(WHAT TO WORK ON):
Through the last line of the entries, please copy every line exactly, starting with the one that contains "I need the bounding".

Stored data entries
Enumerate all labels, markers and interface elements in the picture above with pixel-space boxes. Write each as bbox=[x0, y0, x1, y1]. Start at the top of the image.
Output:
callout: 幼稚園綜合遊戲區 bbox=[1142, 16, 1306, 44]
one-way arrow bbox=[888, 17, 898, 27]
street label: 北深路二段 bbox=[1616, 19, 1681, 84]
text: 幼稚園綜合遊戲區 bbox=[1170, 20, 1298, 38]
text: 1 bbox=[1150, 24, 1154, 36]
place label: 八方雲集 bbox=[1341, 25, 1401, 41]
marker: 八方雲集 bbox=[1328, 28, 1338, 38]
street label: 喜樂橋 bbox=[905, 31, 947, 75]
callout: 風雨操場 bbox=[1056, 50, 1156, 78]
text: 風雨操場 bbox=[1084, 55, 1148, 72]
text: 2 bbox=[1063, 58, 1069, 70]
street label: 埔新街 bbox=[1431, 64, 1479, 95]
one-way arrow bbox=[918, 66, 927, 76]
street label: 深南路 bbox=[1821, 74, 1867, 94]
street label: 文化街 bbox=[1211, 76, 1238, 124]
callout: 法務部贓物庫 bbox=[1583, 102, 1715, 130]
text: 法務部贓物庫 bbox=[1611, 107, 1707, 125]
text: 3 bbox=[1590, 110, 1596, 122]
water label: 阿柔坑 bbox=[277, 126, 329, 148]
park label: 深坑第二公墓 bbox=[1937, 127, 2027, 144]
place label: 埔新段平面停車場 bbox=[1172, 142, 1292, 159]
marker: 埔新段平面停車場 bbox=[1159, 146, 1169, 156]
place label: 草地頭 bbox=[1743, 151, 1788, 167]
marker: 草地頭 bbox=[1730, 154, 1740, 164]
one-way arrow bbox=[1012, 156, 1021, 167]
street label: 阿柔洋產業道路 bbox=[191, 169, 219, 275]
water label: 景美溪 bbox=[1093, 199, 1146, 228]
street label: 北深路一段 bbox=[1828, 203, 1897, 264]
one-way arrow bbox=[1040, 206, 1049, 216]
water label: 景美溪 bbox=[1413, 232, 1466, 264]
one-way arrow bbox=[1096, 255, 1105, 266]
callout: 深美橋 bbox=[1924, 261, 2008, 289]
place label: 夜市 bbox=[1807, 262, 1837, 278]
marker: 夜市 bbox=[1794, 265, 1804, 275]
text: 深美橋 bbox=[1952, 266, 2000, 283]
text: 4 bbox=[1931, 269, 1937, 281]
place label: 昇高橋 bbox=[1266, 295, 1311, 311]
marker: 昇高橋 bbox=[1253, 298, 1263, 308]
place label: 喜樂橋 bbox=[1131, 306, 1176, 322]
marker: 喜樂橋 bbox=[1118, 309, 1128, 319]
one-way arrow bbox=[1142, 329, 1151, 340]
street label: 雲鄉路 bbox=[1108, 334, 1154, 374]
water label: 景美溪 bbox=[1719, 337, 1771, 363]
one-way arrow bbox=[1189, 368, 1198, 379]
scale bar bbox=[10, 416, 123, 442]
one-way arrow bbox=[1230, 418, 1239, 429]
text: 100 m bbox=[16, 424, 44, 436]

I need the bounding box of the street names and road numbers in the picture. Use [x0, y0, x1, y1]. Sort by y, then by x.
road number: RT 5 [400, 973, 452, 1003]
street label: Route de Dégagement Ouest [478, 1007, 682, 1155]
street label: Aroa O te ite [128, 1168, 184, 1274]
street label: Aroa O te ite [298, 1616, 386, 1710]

(EXERCISE RESPONSE):
I need the bounding box of the street names and road numbers in the picture. Use [x0, y0, x1, y1]. Sort by y, then by x.
road number: RT 5 [400, 973, 452, 1003]
street label: Route de Dégagement Ouest [478, 1007, 682, 1155]
street label: Aroa O te ite [128, 1168, 184, 1274]
street label: Aroa O te ite [298, 1616, 386, 1710]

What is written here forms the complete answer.